Requirement
A faithful copy of the data is the goal; set it down exactly, without the images.

Dataset content
__________
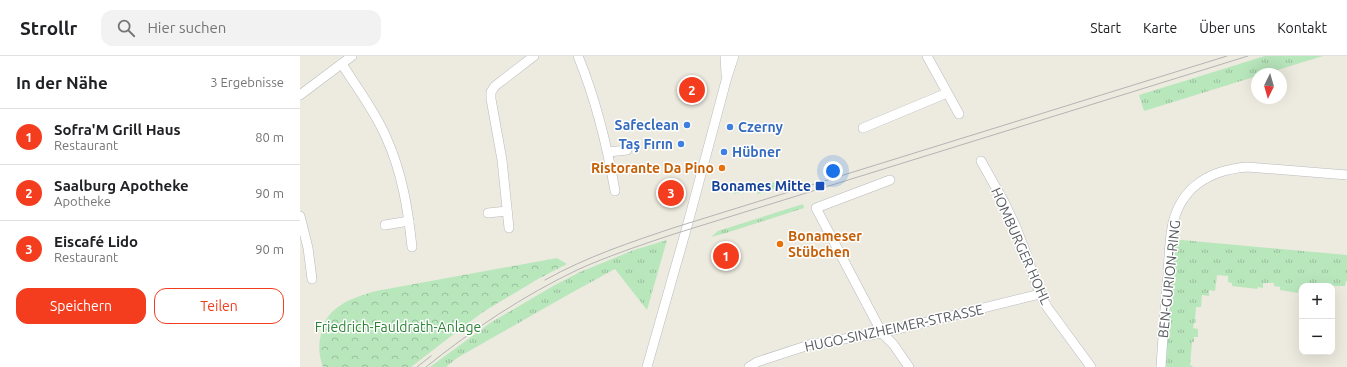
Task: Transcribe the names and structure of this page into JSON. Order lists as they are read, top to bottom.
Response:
{
  "streets": {
    "street": ["HOMBURGER HOHL", "BEN-GURION-RING", "HUGO-SINZHEIMER-STRASSE"]
  },
  "crossings": [
    ["HOMBURGER HOHL", "HUGO-SINZHEIMER-STRASSE"]
  ],
  "parks": ["Friedrich-Fauldrath-Anlage"],
  "places": {
    "other": [
      "Safeclean",
      "Czerny",
      "Taş Fırın",
      "Hübner",
      "Ristorante Da Pino",
      "Bonameser Stübchen"
    ],
    "transit": ["Bonames Mitte"]
  },
  "north": "bottom",
  "page": {
    "header": "Strollr",
    "search": "Hier suchen",
    "nav": [
      "Start",
      "Karte",
      "Über uns",
      "Kontakt"
    ],
    "heading": ["In der Nähe", "3 Ergebnisse"],
    "pins": ["2", "3", "1"],
    "list": [
      {
        "mark": "1",
        "name": "Sofra'M Grill Haus",
        "note": "Restaurant",
        "value": "80 m"
      },
      {
        "mark": "2",
        "name": "Saalburg Apotheke",
        "note": "Apotheke",
        "value": "90 m"
      },
      {
        "mark": "3",
        "name": "Eiscafé Lido",
        "note": "Restaurant",
        "value": "90 m"
      }
    ],
    "buttons": ["Speichern", "Teilen"],
    "map_buttons": ["+", "−"]
  }
}
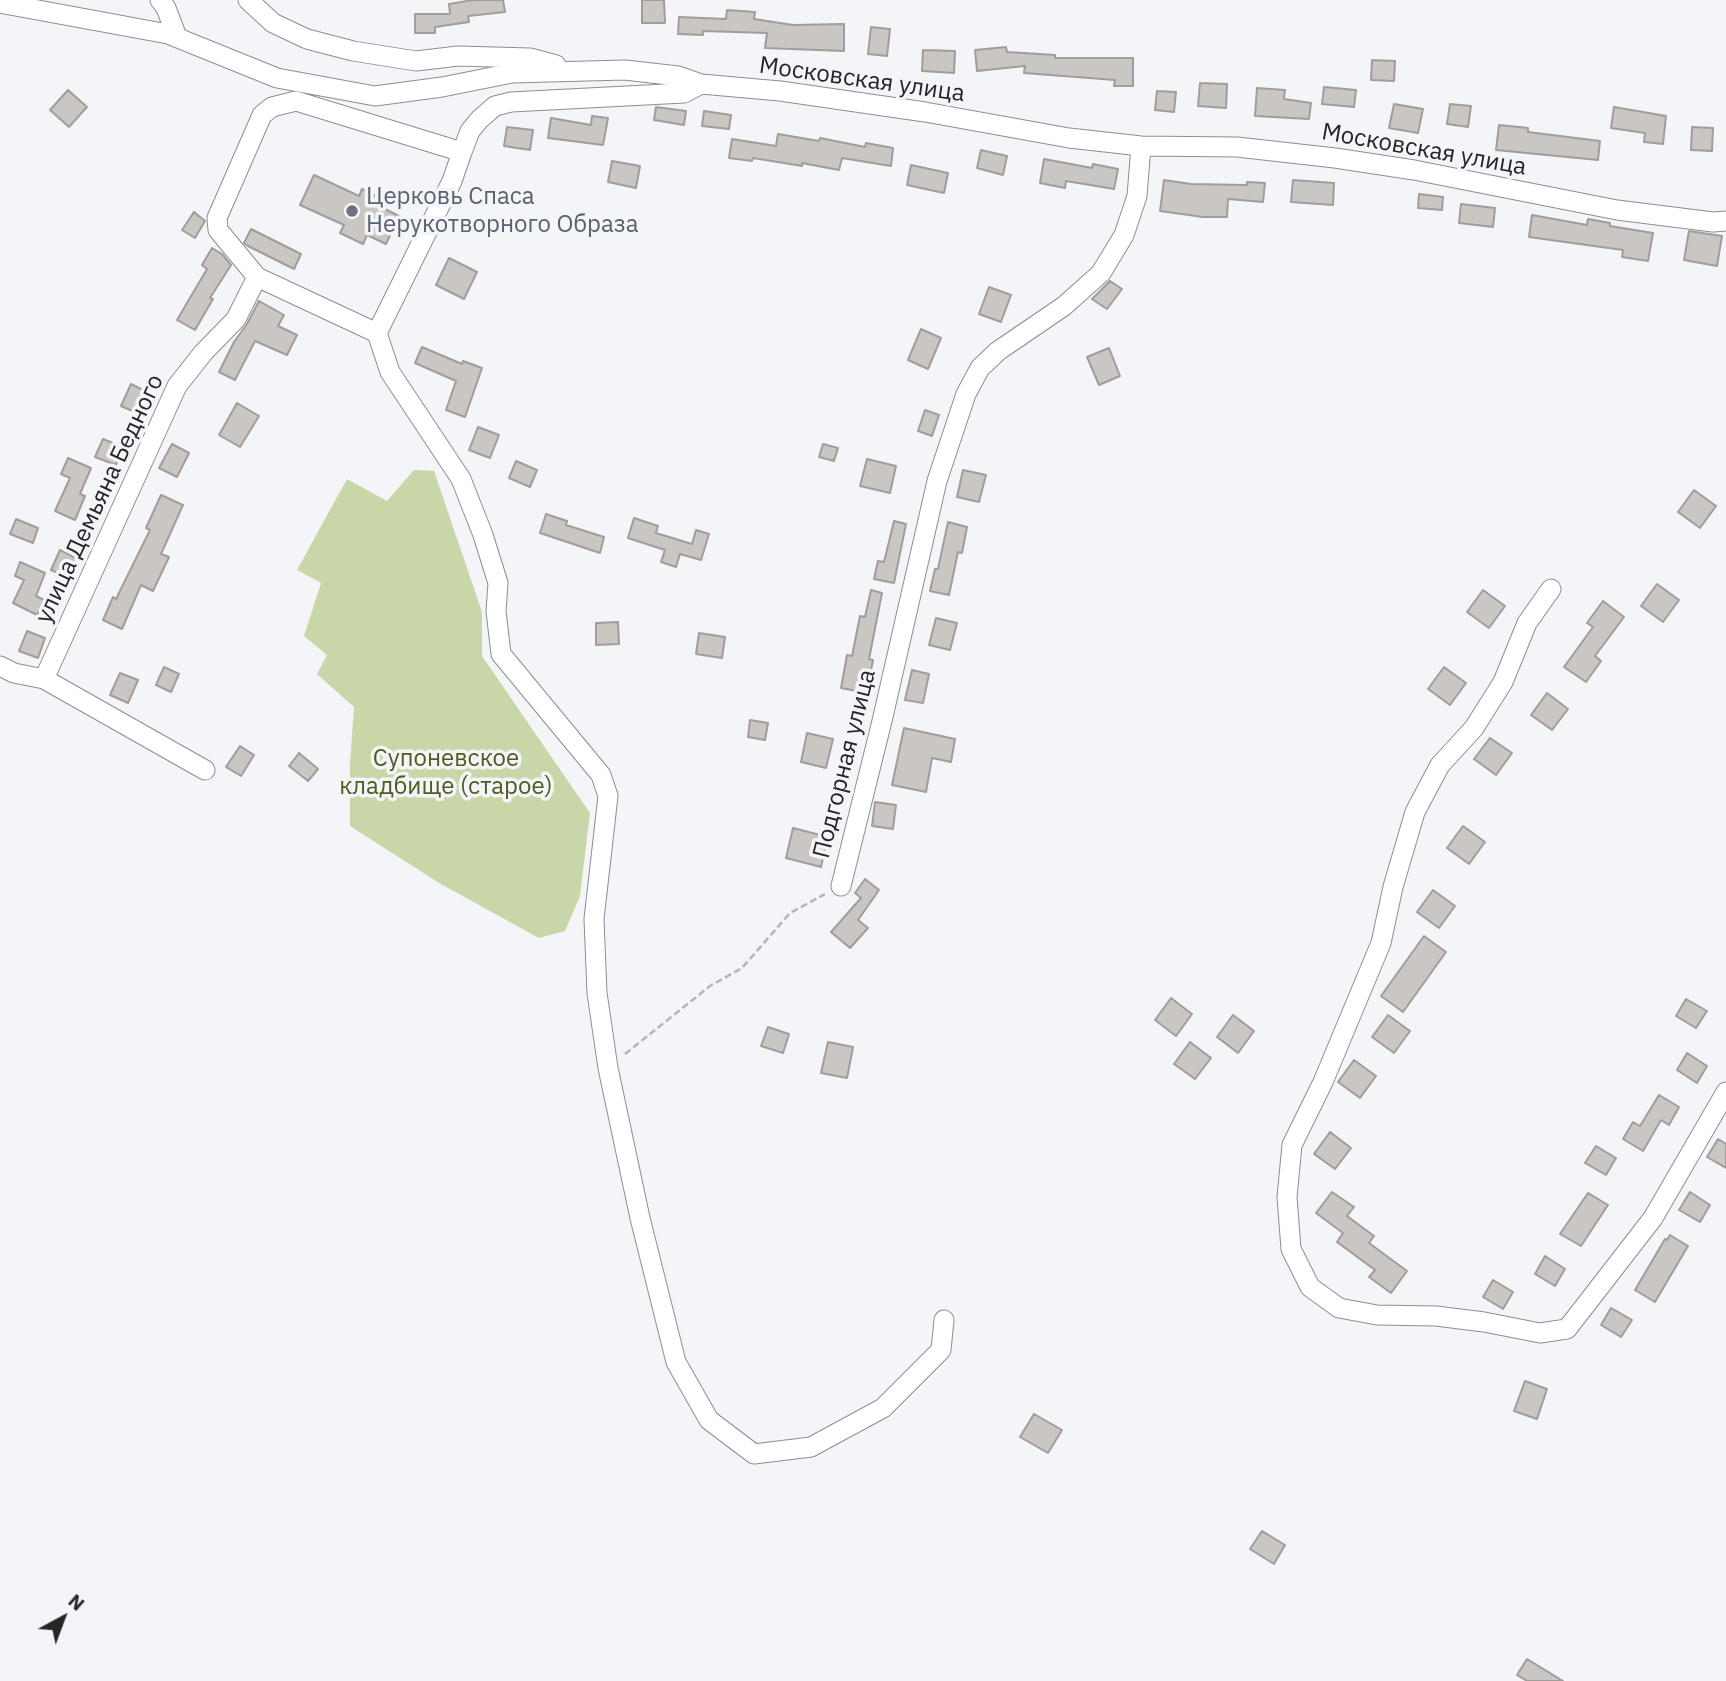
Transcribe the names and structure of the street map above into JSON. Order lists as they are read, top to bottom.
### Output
{
  "streets": {
    "street": ["Московская улица", "улица Демьяна Бедного", "Подгорная улица"]
  },
  "crossings": [
    ["Московская улица", "Подгорная улица"]
  ],
  "parks": ["Супоневское кладбище (старое)"],
  "places": ["Церковь Спаса Нерукотворного Образа"],
  "north": "top right"
}
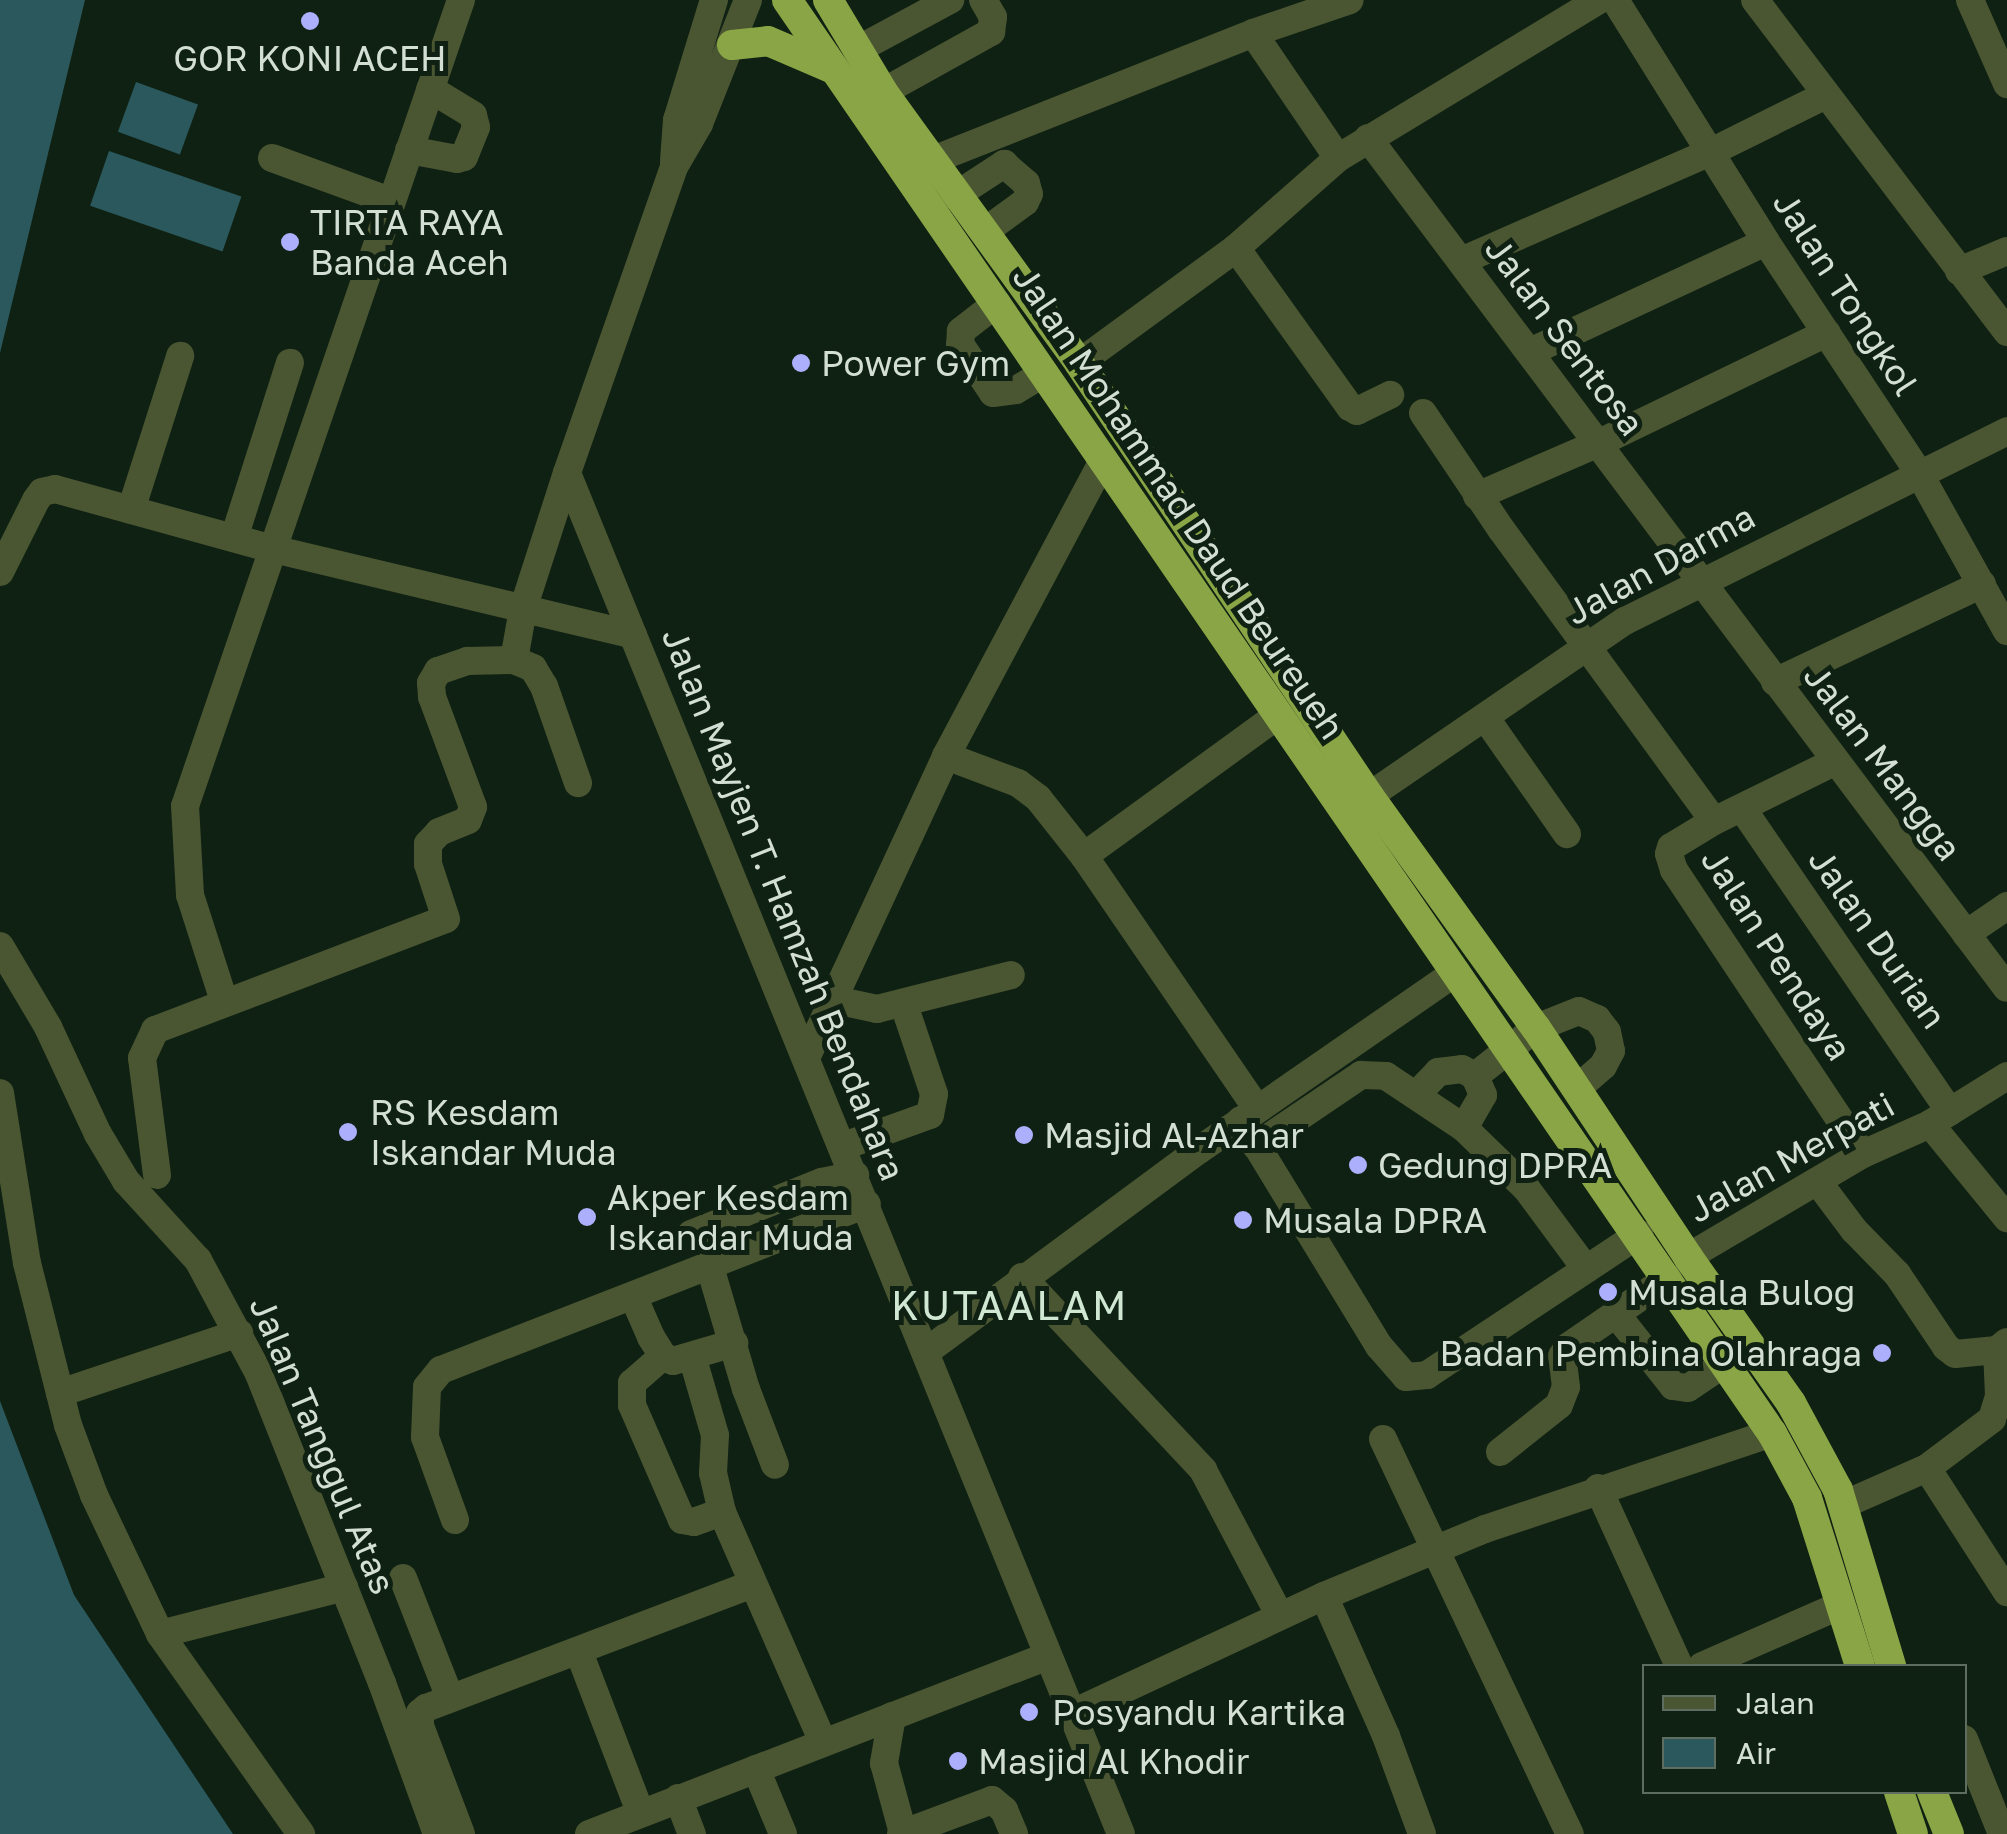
__________
Response below
Task: Transcribe the names and structure of this page into JSON. Order lists as they are read, top to bottom.
Response:
{
  "streets": {
    "street": ["HOMBURGER HOHL", "BEN-GURION-RING", "HUGO-SINZHEIMER-STRASSE"]
  },
  "crossings": [
    ["HOMBURGER HOHL", "HUGO-SINZHEIMER-STRASSE"]
  ],
  "parks": ["Friedrich-Fauldrath-Anlage"],
  "places": {
    "other": [
      "Safeclean",
      "Czerny",
      "Taş Fırın",
      "Hübner",
      "Ristorante Da Pino",
      "Bonameser Stübchen"
    ],
    "transit": ["Bonames Mitte"]
  },
  "north": "bottom",
  "page": {
    "header": "Strollr",
    "search": "Hier suchen",
    "nav": [
      "Start",
      "Karte",
      "Über uns",
      "Kontakt"
    ],
    "heading": ["In der Nähe", "3 Ergebnisse"],
    "pins": ["2", "3", "1"],
    "list": [
      {
        "mark": "1",
        "name": "Sofra'M Grill Haus",
        "note": "Restaurant",
        "value": "80 m"
      },
      {
        "mark": "2",
        "name": "Saalburg Apotheke",
        "note": "Apotheke",
        "value": "90 m"
      },
      {
        "mark": "3",
        "name": "Eiscafé Lido",
        "note": "Restaurant",
        "value": "90 m"
      }
    ],
    "buttons": ["Speichern", "Teilen"],
    "map_buttons": ["+", "−"]
  }
}
Transcribe the names and structure of the street map above into JSON. Order lists as they are read, top to bottom.
### Output
{
  "streets": {
    "street": ["Московская улица", "улица Демьяна Бедного", "Подгорная улица"]
  },
  "crossings": [
    ["Московская улица", "Подгорная улица"]
  ],
  "parks": ["Супоневское кладбище (старое)"],
  "places": ["Церковь Спаса Нерукотворного Образа"],
  "north": "top right"
}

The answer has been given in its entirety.